Copyright and trademark information
http://www.ibm.com/legal/copytrade.shtml
Notices
INTERNATIONAL BUSINESS MACHINES CORPORATION PROVIDES THIS
PUBLICATION "AS IS" WITHOUT WARRANTY OF ANY KIND, EITHER EXPRESS
OR IMPLIED, INCLUDING, BUT NOT LIMITED TO, THE IMPLIED WARRANTIES
OF NON-INFRINGEMENT, MERCHANTABILITY OR FITNESS FOR A PARTICULAR
PURPOSE. Some jurisdictions do not allow disclaimer of express or
implied warranties in certain transactions, therefore, this
statement may not apply to you.
This information could include technical inaccuracies or
typographical errors. Changes are periodically made to the
information herein; these changes will be incorporated in new
editions of the publication. IBM may make improvements and/or
changes in the product(s) and/or the program(s) described in this
publication at any time without notice.
Microsoft, Windows, and Windows Server are trademarks of Microsoft
Corporation in the United States, other countries, or both.
Intel, Intel logo, Intel Inside, Intel Inside logo, Intel Centrino,
Intel Centrino logo, Celeron, Intel Xeon, Intel SpeedStep, Itanium, and
Pentium are trademarks or registered trademarks of Intel Corporation or its
subsidiaries in the United States and other countries.
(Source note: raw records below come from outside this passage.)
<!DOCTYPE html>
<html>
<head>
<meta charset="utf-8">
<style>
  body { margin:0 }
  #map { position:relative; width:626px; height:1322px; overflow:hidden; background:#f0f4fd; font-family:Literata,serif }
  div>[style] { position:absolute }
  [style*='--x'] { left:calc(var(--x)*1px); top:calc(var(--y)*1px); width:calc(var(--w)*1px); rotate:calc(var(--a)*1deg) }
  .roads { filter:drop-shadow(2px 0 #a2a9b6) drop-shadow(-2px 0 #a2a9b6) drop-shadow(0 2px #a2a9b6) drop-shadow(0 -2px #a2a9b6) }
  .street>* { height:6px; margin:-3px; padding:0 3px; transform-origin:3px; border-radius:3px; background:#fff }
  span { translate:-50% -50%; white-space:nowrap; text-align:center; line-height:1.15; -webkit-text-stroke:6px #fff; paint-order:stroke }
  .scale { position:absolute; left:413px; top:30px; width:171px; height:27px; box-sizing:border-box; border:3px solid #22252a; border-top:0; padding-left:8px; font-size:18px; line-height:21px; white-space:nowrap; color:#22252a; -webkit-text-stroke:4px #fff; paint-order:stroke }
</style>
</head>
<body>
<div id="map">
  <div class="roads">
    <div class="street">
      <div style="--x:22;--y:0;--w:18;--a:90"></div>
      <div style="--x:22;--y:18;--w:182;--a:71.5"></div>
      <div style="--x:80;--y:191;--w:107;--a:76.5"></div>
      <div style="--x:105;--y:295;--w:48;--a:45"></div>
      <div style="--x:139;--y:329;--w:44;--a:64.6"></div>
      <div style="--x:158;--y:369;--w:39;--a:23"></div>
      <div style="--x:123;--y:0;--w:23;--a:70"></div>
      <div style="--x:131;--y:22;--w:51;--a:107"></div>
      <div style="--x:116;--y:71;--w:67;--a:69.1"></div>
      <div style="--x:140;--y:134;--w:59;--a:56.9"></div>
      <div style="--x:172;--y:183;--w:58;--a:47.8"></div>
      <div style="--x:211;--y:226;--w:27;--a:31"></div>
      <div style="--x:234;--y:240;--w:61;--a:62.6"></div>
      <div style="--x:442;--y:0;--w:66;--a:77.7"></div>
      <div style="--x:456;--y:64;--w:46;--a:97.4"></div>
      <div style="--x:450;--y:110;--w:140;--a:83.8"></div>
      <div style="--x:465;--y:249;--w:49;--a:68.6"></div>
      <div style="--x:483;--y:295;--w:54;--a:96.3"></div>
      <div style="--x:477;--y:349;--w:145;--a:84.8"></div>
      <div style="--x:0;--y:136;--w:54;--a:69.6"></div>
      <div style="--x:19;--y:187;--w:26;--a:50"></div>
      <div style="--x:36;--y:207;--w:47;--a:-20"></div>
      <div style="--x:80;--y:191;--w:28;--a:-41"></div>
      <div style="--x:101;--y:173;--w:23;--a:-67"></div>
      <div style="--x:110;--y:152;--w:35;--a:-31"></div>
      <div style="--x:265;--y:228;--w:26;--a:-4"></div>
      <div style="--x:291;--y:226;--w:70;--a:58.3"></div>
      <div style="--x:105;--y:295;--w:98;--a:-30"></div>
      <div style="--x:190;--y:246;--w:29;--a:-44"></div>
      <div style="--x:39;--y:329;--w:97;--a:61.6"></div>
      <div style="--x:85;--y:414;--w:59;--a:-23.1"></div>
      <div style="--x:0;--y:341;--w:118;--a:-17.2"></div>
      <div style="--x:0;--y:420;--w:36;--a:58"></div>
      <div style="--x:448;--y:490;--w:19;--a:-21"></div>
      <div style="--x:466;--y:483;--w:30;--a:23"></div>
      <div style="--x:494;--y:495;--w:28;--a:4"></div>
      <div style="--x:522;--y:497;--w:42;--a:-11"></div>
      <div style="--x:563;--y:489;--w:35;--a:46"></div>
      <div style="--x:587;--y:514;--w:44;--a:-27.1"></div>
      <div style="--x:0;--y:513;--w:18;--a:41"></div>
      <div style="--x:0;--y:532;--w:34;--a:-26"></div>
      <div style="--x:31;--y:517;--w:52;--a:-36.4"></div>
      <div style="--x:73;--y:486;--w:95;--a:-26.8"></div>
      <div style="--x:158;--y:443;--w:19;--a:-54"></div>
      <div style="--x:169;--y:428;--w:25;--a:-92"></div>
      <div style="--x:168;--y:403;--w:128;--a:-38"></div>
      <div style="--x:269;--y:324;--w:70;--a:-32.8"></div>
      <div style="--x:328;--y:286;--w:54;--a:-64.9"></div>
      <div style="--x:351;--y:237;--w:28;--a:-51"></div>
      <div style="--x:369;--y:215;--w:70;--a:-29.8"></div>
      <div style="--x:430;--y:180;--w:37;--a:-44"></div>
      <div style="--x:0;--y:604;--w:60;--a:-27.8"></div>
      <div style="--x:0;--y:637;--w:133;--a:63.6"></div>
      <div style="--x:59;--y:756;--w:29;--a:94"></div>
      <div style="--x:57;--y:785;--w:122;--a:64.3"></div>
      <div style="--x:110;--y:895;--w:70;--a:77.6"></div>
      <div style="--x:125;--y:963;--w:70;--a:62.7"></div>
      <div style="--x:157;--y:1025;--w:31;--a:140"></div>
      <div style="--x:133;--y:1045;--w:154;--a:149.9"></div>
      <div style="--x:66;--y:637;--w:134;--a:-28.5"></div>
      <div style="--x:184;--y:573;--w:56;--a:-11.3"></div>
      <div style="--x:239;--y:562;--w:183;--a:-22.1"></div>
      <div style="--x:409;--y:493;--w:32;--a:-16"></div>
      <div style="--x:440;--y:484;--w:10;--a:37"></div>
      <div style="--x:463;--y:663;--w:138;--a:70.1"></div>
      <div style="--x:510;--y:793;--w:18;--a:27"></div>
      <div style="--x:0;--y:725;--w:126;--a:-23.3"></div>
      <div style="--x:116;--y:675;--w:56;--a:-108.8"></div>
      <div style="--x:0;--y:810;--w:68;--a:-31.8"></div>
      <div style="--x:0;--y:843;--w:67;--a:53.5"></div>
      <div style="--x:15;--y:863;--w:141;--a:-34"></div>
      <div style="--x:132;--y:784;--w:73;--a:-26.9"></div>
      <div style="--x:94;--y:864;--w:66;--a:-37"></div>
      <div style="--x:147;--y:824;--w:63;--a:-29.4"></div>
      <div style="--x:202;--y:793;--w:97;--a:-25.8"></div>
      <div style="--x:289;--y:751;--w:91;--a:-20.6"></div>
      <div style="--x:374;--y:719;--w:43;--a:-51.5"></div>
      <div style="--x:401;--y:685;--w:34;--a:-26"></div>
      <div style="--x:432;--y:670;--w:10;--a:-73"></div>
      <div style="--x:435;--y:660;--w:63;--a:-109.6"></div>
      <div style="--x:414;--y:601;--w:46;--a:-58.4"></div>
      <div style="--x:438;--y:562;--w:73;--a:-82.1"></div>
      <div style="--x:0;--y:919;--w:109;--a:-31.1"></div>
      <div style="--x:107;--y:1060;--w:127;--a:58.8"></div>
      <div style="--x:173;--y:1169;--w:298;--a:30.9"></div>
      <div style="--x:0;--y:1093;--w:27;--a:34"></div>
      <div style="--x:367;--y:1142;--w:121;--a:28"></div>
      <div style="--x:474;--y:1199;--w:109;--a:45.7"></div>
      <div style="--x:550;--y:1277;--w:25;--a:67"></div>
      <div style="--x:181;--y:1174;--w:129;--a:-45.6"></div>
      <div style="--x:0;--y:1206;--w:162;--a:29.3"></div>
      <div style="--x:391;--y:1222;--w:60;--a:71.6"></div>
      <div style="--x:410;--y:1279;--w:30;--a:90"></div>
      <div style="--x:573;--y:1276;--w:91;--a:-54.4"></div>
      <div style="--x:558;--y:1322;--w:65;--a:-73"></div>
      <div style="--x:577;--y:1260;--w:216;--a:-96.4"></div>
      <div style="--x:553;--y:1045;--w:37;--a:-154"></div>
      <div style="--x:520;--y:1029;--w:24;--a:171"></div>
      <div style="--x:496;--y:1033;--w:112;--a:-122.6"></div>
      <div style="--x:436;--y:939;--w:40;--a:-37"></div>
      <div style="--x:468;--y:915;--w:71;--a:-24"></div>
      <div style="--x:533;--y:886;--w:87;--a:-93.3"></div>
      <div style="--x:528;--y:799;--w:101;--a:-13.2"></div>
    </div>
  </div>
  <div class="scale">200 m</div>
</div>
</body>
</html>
Other company, product, or service names may be trademarks or
service marks of others.
THIRD-PARTY LICENSE TERMS AND CONDITIONS, NOTICES AND INFORMATION
The license agreement for this product refers you to this file for
details concerning terms and conditions applicable to third party
software code included in this product, and for certain notices
and other information IBM must provide to you under its license
to certain software code. The relevant terms and conditions,
notices and other information are provided or referenced below.
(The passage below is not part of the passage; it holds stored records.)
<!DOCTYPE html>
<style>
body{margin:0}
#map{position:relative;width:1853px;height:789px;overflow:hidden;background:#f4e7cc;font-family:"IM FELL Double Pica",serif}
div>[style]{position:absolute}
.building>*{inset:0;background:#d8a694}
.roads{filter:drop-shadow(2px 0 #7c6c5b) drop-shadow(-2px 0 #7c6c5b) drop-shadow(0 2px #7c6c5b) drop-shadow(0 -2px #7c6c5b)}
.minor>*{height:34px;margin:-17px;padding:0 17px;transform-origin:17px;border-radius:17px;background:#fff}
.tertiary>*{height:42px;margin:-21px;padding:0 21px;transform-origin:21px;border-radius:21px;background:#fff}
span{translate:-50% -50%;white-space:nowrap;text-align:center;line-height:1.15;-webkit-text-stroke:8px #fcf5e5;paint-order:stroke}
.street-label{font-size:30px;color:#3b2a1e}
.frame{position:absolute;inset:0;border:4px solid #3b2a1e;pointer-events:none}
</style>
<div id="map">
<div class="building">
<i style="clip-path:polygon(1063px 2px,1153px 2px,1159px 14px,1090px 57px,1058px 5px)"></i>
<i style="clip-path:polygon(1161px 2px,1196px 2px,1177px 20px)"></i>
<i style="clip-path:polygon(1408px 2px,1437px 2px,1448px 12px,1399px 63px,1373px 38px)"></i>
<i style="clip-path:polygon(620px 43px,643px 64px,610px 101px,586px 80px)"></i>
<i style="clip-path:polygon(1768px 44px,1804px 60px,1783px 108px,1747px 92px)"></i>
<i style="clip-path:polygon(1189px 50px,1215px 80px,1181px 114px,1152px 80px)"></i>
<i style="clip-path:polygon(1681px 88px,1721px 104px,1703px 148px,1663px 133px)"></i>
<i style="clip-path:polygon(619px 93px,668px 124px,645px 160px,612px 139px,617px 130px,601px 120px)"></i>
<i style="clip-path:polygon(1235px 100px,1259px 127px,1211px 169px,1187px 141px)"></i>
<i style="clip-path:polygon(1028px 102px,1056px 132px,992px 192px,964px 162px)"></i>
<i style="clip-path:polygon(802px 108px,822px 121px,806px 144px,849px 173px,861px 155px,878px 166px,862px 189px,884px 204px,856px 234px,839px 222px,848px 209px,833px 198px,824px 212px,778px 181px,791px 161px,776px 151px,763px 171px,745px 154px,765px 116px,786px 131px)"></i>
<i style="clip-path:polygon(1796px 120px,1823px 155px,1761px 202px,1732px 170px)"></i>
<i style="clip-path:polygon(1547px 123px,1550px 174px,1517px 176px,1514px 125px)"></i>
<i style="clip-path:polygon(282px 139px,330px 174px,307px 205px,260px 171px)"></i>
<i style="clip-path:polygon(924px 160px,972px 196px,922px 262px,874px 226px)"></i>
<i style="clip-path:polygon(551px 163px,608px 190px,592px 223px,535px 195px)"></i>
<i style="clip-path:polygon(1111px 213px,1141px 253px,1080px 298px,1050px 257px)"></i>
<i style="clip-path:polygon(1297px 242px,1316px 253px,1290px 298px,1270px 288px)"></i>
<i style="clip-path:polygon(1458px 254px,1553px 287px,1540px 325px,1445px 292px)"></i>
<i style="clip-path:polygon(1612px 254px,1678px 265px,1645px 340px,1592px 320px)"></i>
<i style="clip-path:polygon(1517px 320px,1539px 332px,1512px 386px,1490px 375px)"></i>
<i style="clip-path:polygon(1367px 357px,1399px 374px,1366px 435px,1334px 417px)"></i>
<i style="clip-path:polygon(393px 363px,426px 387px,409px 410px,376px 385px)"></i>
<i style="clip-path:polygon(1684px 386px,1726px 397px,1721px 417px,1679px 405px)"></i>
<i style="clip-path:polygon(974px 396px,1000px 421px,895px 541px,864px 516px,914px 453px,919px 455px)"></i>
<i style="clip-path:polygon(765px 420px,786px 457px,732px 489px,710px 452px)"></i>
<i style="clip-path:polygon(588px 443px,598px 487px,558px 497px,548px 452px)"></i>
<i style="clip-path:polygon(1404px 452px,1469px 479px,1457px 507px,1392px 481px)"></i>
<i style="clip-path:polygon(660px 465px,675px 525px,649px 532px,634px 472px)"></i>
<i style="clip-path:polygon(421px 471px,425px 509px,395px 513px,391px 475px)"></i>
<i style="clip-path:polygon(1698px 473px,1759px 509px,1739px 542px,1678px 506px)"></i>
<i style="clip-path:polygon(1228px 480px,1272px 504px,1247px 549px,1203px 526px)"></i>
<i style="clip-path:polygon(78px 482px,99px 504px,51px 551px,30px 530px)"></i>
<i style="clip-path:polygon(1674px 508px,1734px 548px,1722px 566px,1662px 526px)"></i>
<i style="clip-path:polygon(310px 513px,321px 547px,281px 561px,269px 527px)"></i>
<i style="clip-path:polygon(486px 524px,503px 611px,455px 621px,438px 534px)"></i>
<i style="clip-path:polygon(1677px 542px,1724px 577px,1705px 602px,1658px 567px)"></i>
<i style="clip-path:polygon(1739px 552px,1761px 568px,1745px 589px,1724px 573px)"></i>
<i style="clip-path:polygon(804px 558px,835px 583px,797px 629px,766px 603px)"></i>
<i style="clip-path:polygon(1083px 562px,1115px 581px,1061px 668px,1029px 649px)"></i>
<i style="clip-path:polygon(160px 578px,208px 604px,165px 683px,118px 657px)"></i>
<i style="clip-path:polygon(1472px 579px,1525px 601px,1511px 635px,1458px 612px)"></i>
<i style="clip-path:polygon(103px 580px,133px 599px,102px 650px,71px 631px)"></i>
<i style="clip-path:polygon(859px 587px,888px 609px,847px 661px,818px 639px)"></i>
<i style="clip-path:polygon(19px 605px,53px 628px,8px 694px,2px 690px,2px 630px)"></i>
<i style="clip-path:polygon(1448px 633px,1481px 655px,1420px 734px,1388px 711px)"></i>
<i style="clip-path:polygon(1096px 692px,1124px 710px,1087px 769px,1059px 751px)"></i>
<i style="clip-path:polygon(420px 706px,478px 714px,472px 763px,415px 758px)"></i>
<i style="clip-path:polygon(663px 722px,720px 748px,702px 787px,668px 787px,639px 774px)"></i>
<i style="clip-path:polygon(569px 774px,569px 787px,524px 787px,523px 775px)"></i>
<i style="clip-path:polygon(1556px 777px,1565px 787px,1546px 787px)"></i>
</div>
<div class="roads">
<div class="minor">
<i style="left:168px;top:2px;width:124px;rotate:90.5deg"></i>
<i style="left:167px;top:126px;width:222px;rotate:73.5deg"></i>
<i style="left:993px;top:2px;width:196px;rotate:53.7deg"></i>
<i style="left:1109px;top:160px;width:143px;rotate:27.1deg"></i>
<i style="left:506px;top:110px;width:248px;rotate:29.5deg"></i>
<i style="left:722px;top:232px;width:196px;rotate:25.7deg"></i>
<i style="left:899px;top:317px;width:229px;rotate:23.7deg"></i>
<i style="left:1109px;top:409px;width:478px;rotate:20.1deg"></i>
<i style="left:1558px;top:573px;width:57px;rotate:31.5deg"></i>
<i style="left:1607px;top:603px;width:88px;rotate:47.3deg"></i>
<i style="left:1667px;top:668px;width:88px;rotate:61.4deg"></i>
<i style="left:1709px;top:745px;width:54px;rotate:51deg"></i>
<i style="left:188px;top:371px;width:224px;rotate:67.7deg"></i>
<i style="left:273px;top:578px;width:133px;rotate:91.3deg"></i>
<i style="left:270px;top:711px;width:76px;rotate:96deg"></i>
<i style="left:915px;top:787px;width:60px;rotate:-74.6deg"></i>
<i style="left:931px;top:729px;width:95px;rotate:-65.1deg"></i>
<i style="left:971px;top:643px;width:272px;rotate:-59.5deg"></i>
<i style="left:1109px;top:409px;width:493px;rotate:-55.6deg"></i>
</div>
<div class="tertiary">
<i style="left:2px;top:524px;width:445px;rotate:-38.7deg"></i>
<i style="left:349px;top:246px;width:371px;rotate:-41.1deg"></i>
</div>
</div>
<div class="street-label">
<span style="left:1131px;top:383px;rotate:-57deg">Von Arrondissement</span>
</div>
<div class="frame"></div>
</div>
Please note that any non-English version of the licenses below is
unofficial and is provided to you for your convenience only. The
English version of the licenses below, provided as part of the
English version of this file, is the official version.
Notwithstanding the terms and conditions of any other agreement
you may have with IBM or any of its related or affiliated entities
(collectively "IBM"), the third party software code identified
below are "Excluded Components" and are subject to the following
terms and conditions:
- the Excluded Components are provided on an "AS IS" basis
- IBM DISCLAIMS ANY AND ALL EXPRESS AND IMPLIED WARRANTIES AND CONDITIONS WITH RESPECT TO THE EXCLUDED COMPONENTS, INCLUDING, BUT NOT LIMITED TO, THE WARRANTY OF NON-INFRINGEMENT OR INTERFERENCE AND THE IMPLIED WARRANTIES AND CONDITIONS OF MERCHANTABILITY AND FITNESS FOR A PARTICULAR PURPOSE
- IBM will not be liable to you or indemnify you for any claims related to the Excluded Components
- IBM will not be liable for any direct, indirect, incidental, special, exemplary, punitive or consequential damages with respect to the Excluded Components.